[Dataset entries]

___

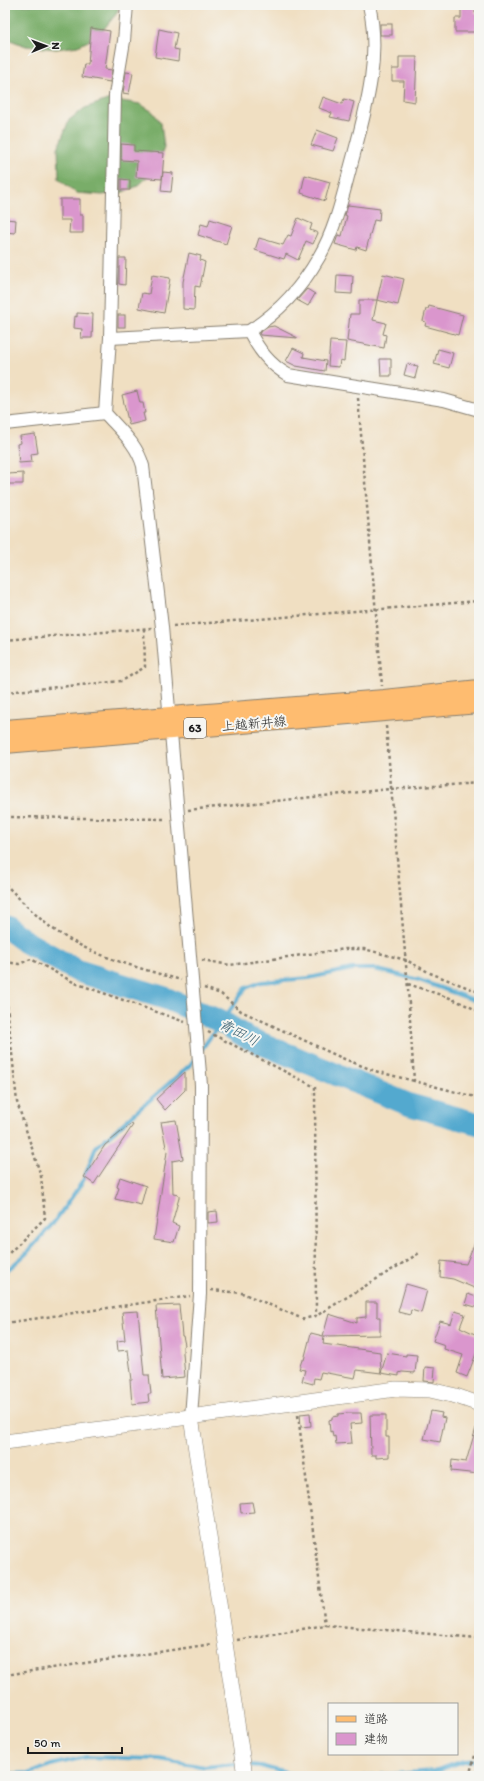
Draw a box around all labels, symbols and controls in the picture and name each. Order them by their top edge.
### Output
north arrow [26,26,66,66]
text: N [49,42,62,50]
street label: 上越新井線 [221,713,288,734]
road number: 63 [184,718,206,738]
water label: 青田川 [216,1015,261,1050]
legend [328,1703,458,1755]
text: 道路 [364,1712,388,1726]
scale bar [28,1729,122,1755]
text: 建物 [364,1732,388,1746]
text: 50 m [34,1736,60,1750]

___

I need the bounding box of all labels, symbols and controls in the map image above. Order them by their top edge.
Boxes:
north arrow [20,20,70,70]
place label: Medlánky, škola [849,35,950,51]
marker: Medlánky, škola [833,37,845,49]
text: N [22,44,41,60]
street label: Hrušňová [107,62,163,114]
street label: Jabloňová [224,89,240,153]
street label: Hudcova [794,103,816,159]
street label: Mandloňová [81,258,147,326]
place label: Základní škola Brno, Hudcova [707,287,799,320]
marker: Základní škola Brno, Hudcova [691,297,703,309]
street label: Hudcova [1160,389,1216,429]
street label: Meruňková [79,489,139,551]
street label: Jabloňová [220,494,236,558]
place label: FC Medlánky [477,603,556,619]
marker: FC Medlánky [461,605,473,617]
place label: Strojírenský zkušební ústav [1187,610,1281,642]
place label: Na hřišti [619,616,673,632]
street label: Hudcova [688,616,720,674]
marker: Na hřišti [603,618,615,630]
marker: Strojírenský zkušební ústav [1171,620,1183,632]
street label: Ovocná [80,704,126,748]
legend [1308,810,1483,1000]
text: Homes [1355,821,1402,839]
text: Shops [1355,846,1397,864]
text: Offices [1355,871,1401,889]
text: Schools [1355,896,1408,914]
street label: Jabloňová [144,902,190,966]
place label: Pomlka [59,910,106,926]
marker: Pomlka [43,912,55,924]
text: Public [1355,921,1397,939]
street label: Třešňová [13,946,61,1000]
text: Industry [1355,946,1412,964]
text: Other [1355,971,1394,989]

___

→ **Task directions**: Look through the entries and give the number of lines containing the word "them". Add nothing else.

→ **Answer to the exercise**: 2